From 2011 to 2013, Google created Google Flu Tracker, which supposedly tracked and reported the occurrences of flu cases by area. It emerged right at the first crescent of the big data wave and was promoted by the tech giant as proof of the powerful and relevant big data applications.
Recently, however, an article published by the Science journal attacks the validity of the GTF report and calls into question not the concept of big data itself but the integrity of Google’s data collection and reporting methods. The data in the GFT report was based on the amount of flu-related Google search queries; Google claimed that they “had found a close relationship between” flu-related search terms and actual flu cases, and so they used flu search terms to indicate areas of higher flu case occurrences.

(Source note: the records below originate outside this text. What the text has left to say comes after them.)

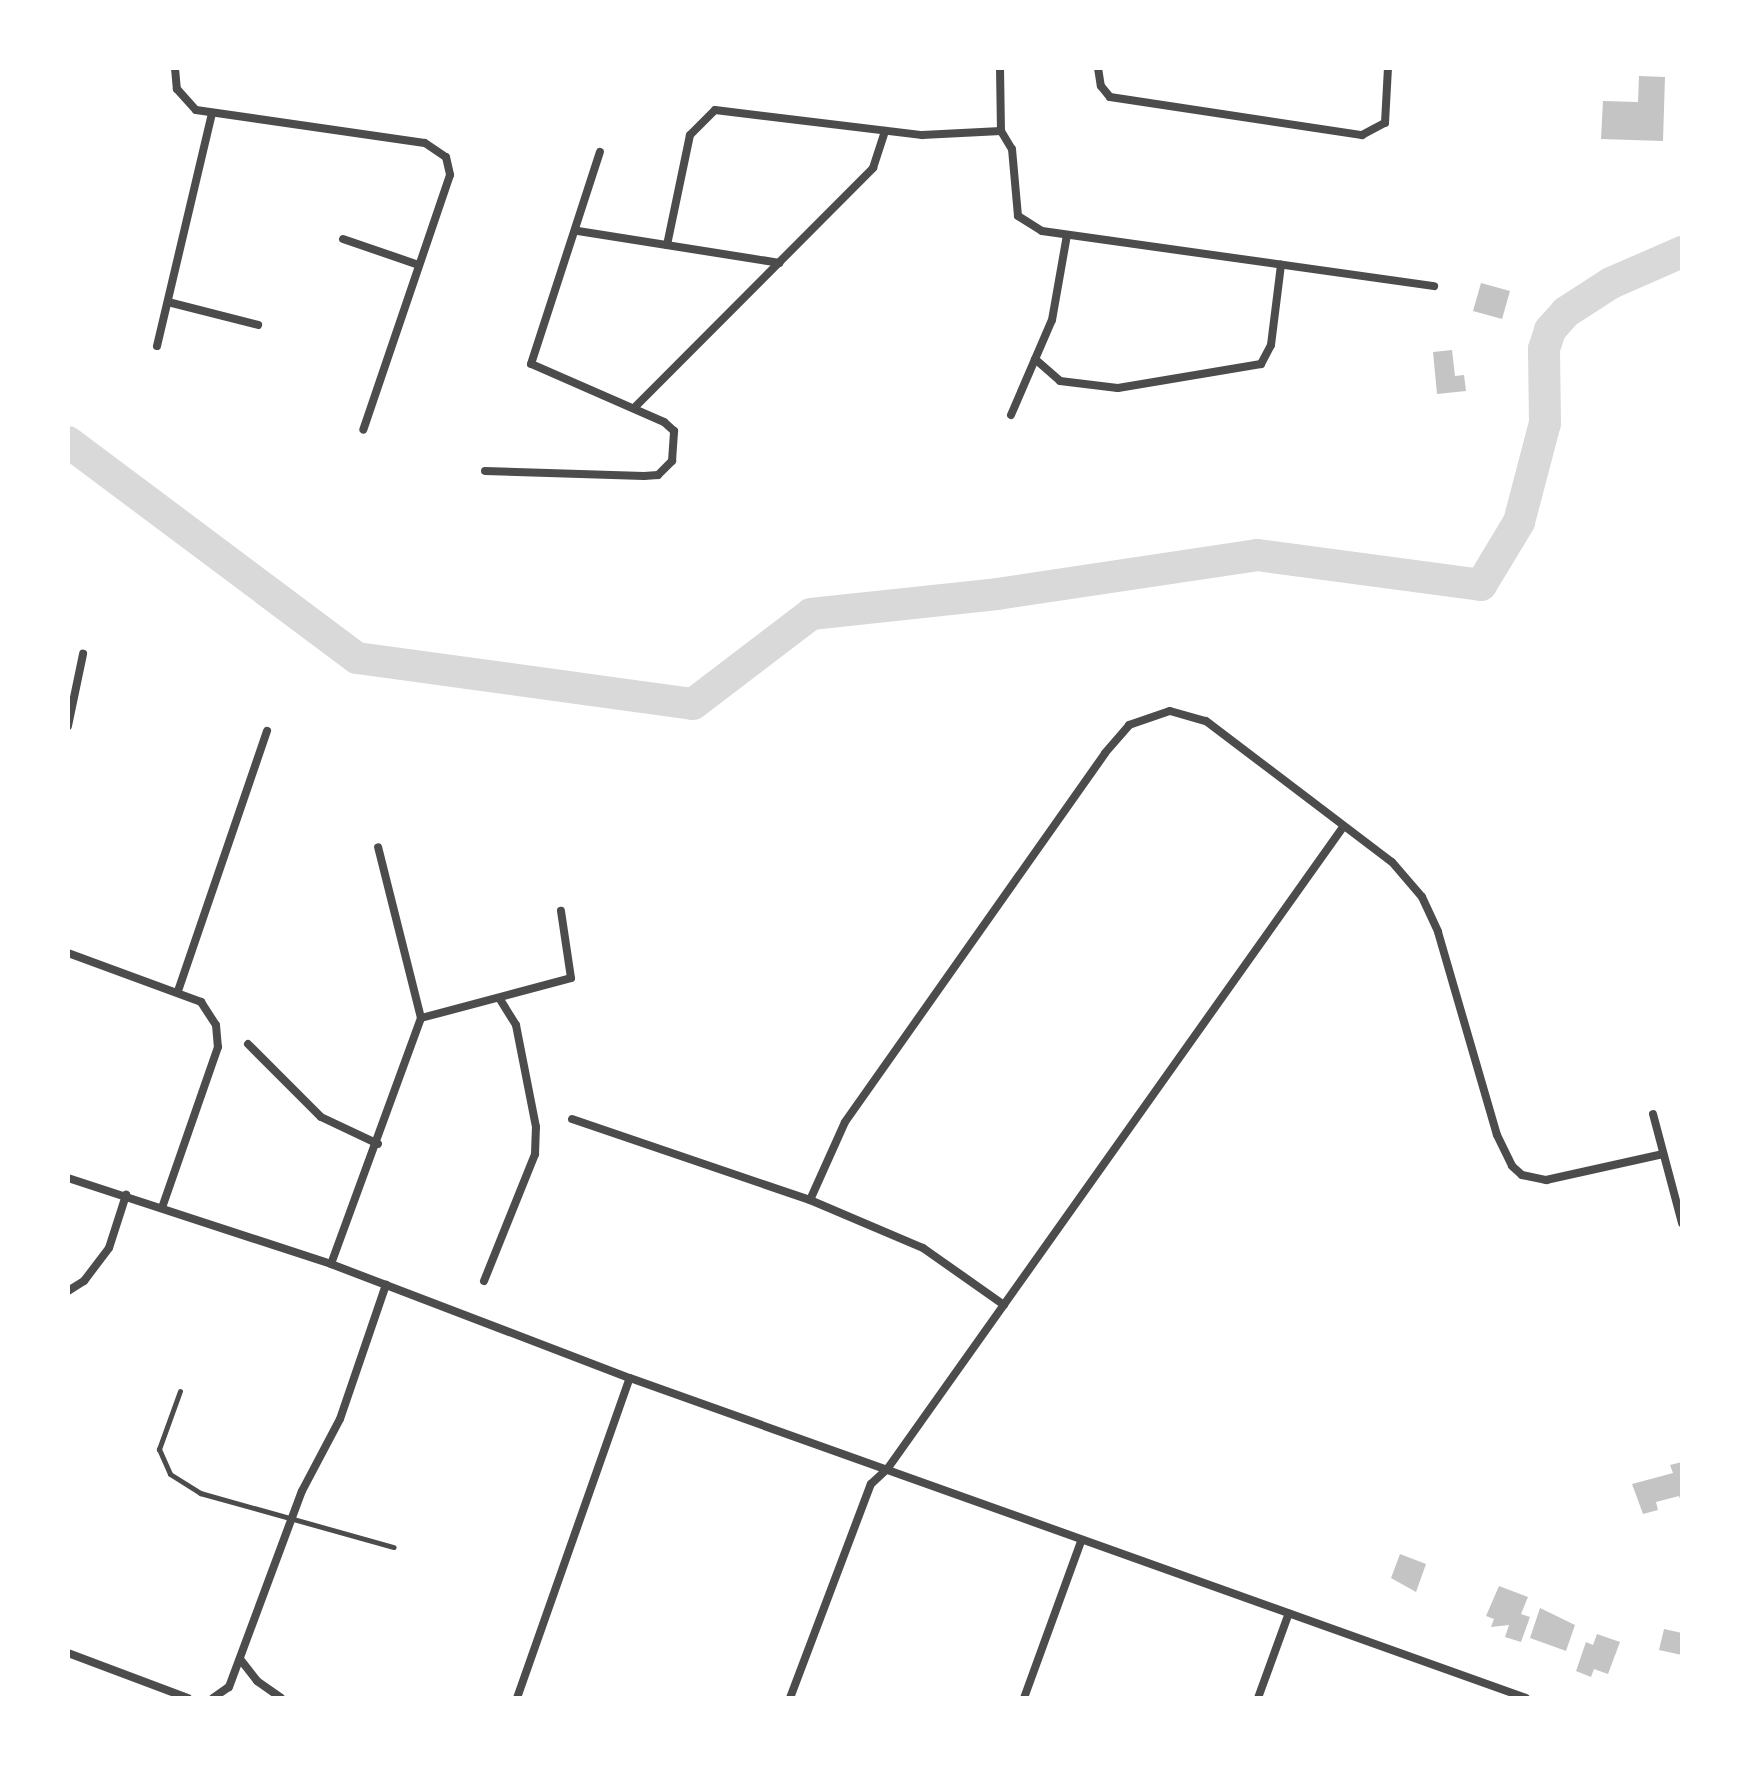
<!DOCTYPE html>
<style>
body{margin:0}
#map{position:relative;width:1750px;height:1766px;overflow:hidden;background:#fff;font-family:"Titillium Web",sans-serif}
div>[style]{position:absolute}
.river>*{height:32px;margin:-16px;padding:0 16px;transform-origin:16px;border-radius:16px;background:#d9d9d9}
.building>*{inset:0;background:#c4c4c4}
.service>*{height:5px;margin:-2.5px;padding:0 2.5px;transform-origin:2.5px;border-radius:2.5px;background:#4c4c4c}
.minor>*{height:8px;margin:-4px;padding:0 4px;transform-origin:4px;border-radius:4px;background:#4c4c4c}
span{translate:-50% -50%;white-space:nowrap;text-align:center;line-height:1.15;-webkit-text-stroke:6px #fff;paint-order:stroke}
.frame{position:absolute;inset:0;border:70px solid #fff;pointer-events:none}
</style>
<div id="map">
<div class="river">
<i style="left:68px;top:442px;width:361px;rotate:36.8deg"></i>
<i style="left:357px;top:658px;width:339px;rotate:7.8deg"></i>
<i style="left:693px;top:704px;width:148px;rotate:-37.3deg"></i>
<i style="left:811px;top:614px;width:187px;rotate:-6.1deg"></i>
<i style="left:997px;top:594px;width:263px;rotate:-8.5deg"></i>
<i style="left:1257px;top:555px;width:226px;rotate:7.6deg"></i>
<i style="left:1481px;top:585px;width:74px;rotate:-58.9deg"></i>
<i style="left:1519px;top:522px;width:102px;rotate:-75.3deg"></i>
<i style="left:1545px;top:423px;width:74px;rotate:-90.8deg"></i>
<i style="left:1544px;top:349px;width:20px;rotate:-72deg"></i>
<i style="left:1550px;top:330px;width:24px;rotate:-48deg"></i>
<i style="left:1566px;top:312px;width:54px;rotate:-32.8deg"></i>
<i style="left:1611px;top:283px;width:77px;rotate:-23.6deg"></i>
</div>
<div class="building">
<i style="clip-path:polygon(1639px 76px,1665px 77px,1663px 141px,1601px 139px,1603px 101px,1638px 102px)"></i>
<i style="clip-path:polygon(1481px 283px,1510px 291px,1502px 319px,1473px 311px)"></i>
<i style="clip-path:polygon(1452px 350px,1455px 376px,1464px 375px,1466px 391px,1437px 394px,1433px 352px)"></i>
<i style="clip-path:polygon(1682px 1462px,1682px 1505px,1679px 1496px,1656px 1502px,1658px 1510px,1643px 1514px,1632px 1484px,1673px 1473px,1670px 1465px)"></i>
<i style="clip-path:polygon(1400px 1554px,1426px 1564px,1416px 1592px,1391px 1578px)"></i>
<i style="clip-path:polygon(1499px 1586px,1528px 1597px,1521px 1614px,1530px 1617px,1521px 1642px,1505px 1637px,1509px 1625px,1491px 1627px,1494px 1619px,1486px 1616px)"></i>
<i style="clip-path:polygon(1540px 1608px,1575px 1625px,1566px 1651px,1530px 1638px)"></i>
<i style="clip-path:polygon(1664px 1629px,1682px 1633px,1682px 1655px,1659px 1650px)"></i>
<i style="clip-path:polygon(1597px 1634px,1620px 1642px,1608px 1674px,1594px 1669px,1591px 1677px,1576px 1671px,1586px 1642px,1593px 1645px)"></i>
</div>
<div class="service">
<i style="left:180px;top:1391px;width:62px;rotate:109.9deg"></i>
<i style="left:159px;top:1449px;width:27px;rotate:66deg"></i>
<i style="left:170px;top:1474px;width:36px;rotate:32deg"></i>
<i style="left:200px;top:1493px;width:201px;rotate:15.6deg"></i>
</div>
<div class="minor">
<i style="left:175px;top:68px;width:21px;rotate:85deg"></i>
<i style="left:177px;top:89px;width:28px;rotate:48deg"></i>
<i style="left:196px;top:110px;width:231px;rotate:8.2deg"></i>
<i style="left:425px;top:143px;width:25px;rotate:34deg"></i>
<i style="left:446px;top:157px;width:18px;rotate:77deg"></i>
<i style="left:450px;top:175px;width:269px;rotate:108.8deg"></i>
<i style="left:1000px;top:68px;width:63px;rotate:89.1deg"></i>
<i style="left:1098px;top:68px;width:18px;rotate:81deg"></i>
<i style="left:1101px;top:86px;width:14px;rotate:51deg"></i>
<i style="left:1110px;top:97px;width:255px;rotate:8.6deg"></i>
<i style="left:1362px;top:135px;width:26px;rotate:-28deg"></i>
<i style="left:1385px;top:123px;width:55px;rotate:-86.9deg"></i>
<i style="left:1001px;top:131px;width:21px;rotate:59deg"></i>
<i style="left:1012px;top:149px;width:67px;rotate:84.9deg"></i>
<i style="left:1018px;top:216px;width:28px;rotate:32deg"></i>
<i style="left:1042px;top:231px;width:396px;rotate:8deg"></i>
<i style="left:578px;top:231px;width:204px;rotate:9deg"></i>
<i style="left:343px;top:239px;width:80px;rotate:18.9deg"></i>
<i style="left:667px;top:245px;width:112px;rotate:-78.2deg"></i>
<i style="left:690px;top:135px;width:35px;rotate:-45deg"></i>
<i style="left:715px;top:110px;width:209px;rotate:6.9deg"></i>
<i style="left:922px;top:135px;width:79px;rotate:-2.9deg"></i>
<i style="left:168px;top:302px;width:93px;rotate:14.3deg"></i>
<i style="left:157px;top:346px;width:239px;rotate:-76.7deg"></i>
<i style="left:1035px;top:359px;width:33px;rotate:41deg"></i>
<i style="left:1060px;top:381px;width:58px;rotate:6.9deg"></i>
<i style="left:1118px;top:388px;width:145px;rotate:-9.5deg"></i>
<i style="left:1261px;top:364px;width:21px;rotate:-62deg"></i>
<i style="left:1271px;top:345px;width:81px;rotate:-82.9deg"></i>
<i style="left:636px;top:406px;width:336px;rotate:-45.1deg"></i>
<i style="left:873px;top:168px;width:39px;rotate:-72deg"></i>
<i style="left:1011px;top:415px;width:103px;rotate:-66.7deg"></i>
<i style="left:1052px;top:320px;width:86px;rotate:-80deg"></i>
<i style="left:485px;top:471px;width:159px;rotate:1.8deg"></i>
<i style="left:644px;top:476px;width:14px;rotate:-4deg"></i>
<i style="left:658px;top:475px;width:20px;rotate:-45deg"></i>
<i style="left:672px;top:461px;width:30px;rotate:-86deg"></i>
<i style="left:674px;top:431px;width:13px;rotate:-138deg"></i>
<i style="left:664px;top:422px;width:145px;rotate:-156.4deg"></i>
<i style="left:531px;top:364px;width:223px;rotate:-72deg"></i>
<i style="left:68px;top:726px;width:74px;rotate:-78.2deg"></i>
<i style="left:68px;top:953px;width:142px;rotate:20.2deg"></i>
<i style="left:201px;top:1002px;width:27px;rotate:57deg"></i>
<i style="left:216px;top:1025px;width:22px;rotate:85deg"></i>
<i style="left:218px;top:1047px;width:170px;rotate:109.2deg"></i>
<i style="left:178px;top:991px;width:275px;rotate:-71.1deg"></i>
<i style="left:421px;top:1018px;width:155px;rotate:-14.9deg"></i>
<i style="left:571px;top:978px;width:68px;rotate:-98.5deg"></i>
<i style="left:248px;top:1044px;width:103px;rotate:45deg"></i>
<i style="left:321px;top:1117px;width:63px;rotate:25.3deg"></i>
<i style="left:1653px;top:1114px;width:113px;rotate:75.1deg"></i>
<i style="left:572px;top:1119px;width:251px;rotate:18.8deg"></i>
<i style="left:810px;top:1200px;width:123px;rotate:23deg"></i>
<i style="left:923px;top:1248px;width:99px;rotate:35.1deg"></i>
<i style="left:68px;top:1178px;width:277px;rotate:18.1deg"></i>
<i style="left:331px;top:1264px;width:320px;rotate:20.9deg"></i>
<i style="left:630px;top:1378px;width:951px;rotate:19.65deg"></i>
<i style="left:810px;top:1200px;width:85px;rotate:-65.8deg"></i>
<i style="left:845px;top:1122px;width:451px;rotate:-54.8deg"></i>
<i style="left:1105px;top:753px;width:37px;rotate:-49deg"></i>
<i style="left:1129px;top:725px;width:43px;rotate:-18.9deg"></i>
<i style="left:1170px;top:711px;width:37px;rotate:16deg"></i>
<i style="left:1206px;top:721px;width:233px;rotate:37.2deg"></i>
<i style="left:1392px;top:862px;width:46px;rotate:49.4deg"></i>
<i style="left:1422px;top:897px;width:38px;rotate:65deg"></i>
<i style="left:1438px;top:932px;width:211px;rotate:73.8deg"></i>
<i style="left:1497px;top:1135px;width:34px;rotate:64deg"></i>
<i style="left:1512px;top:1166px;width:13px;rotate:42deg"></i>
<i style="left:1522px;top:1175px;width:25px;rotate:12deg"></i>
<i style="left:1546px;top:1180px;width:120px;rotate:-12.5deg"></i>
<i style="left:331px;top:1264px;width:262px;rotate:-69.9deg"></i>
<i style="left:421px;top:1018px;width:176px;rotate:-104.1deg"></i>
<i style="left:484px;top:1281px;width:137px;rotate:-68.1deg"></i>
<i style="left:535px;top:1154px;width:27px;rotate:-88deg"></i>
<i style="left:536px;top:1127px;width:104px;rotate:-101.1deg"></i>
<i style="left:516px;top:1025px;width:31px;rotate:-122deg"></i>
<i style="left:68px;top:1291px;width:19px;rotate:-32deg"></i>
<i style="left:84px;top:1281px;width:41px;rotate:-52.9deg"></i>
<i style="left:109px;top:1248px;width:56px;rotate:-72.2deg"></i>
<i style="left:68px;top:1653px;width:128px;rotate:20.6deg"></i>
<i style="left:240px;top:1659px;width:28px;rotate:52deg"></i>
<i style="left:257px;top:1681px;width:29px;rotate:35deg"></i>
<i style="left:213px;top:1698px;width:19px;rotate:-35deg"></i>
<i style="left:229px;top:1687px;width:209px;rotate:-69.6deg"></i>
<i style="left:302px;top:1491px;width:81px;rotate:-62.2deg"></i>
<i style="left:340px;top:1419px;width:142px;rotate:-71.1deg"></i>
<i style="left:517px;top:1698px;width:339px;rotate:-70.6deg"></i>
<i style="left:790px;top:1698px;width:229px;rotate:-69.3deg"></i>
<i style="left:871px;top:1484px;width:23px;rotate:-43deg"></i>
<i style="left:888px;top:1468px;width:786px;rotate:-54.63deg"></i>
<i style="left:1024px;top:1698px;width:167px;rotate:-70deg"></i>
<i style="left:1258px;top:1698px;width:90px;rotate:-70deg"></i>
</div>
<div class="frame"></div>
</div>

Turns out, the relationship between the two was not close at all. The Science journal article reveals that Google overestimated the occurrence of flu cases by a whopping 50% on average.
The responses to this news have varied. Some think that this big data malfunction was due to an overhyping of big data’s abilities, while others believe that Google fell victim to the trap of simply collecting the wrong information and mistranslating it.
Others like myself believe that this “misunderstanding” is actually representative of something a bit more sinister and troubling than a simple case of misinterpreted data. In my opinion this scandal shines a public light on the all-too-common (yet rarely publicized) danger of “big data wishful thinking,” which has little to do with errors in the data itself but rather highlights the irresponsibility on the part of large companies like Google who release these “big data reports.”
Google basically collected a mass of data about the flu and thought to themselves “How great would it be if this data could actually tell people who has the flu?” The potential for a logical connection existed between flu-related search terms and actual cases of the flu, so they decided to bridge that connection without conducting proper research or due-diligence to confirm the validity of their claim.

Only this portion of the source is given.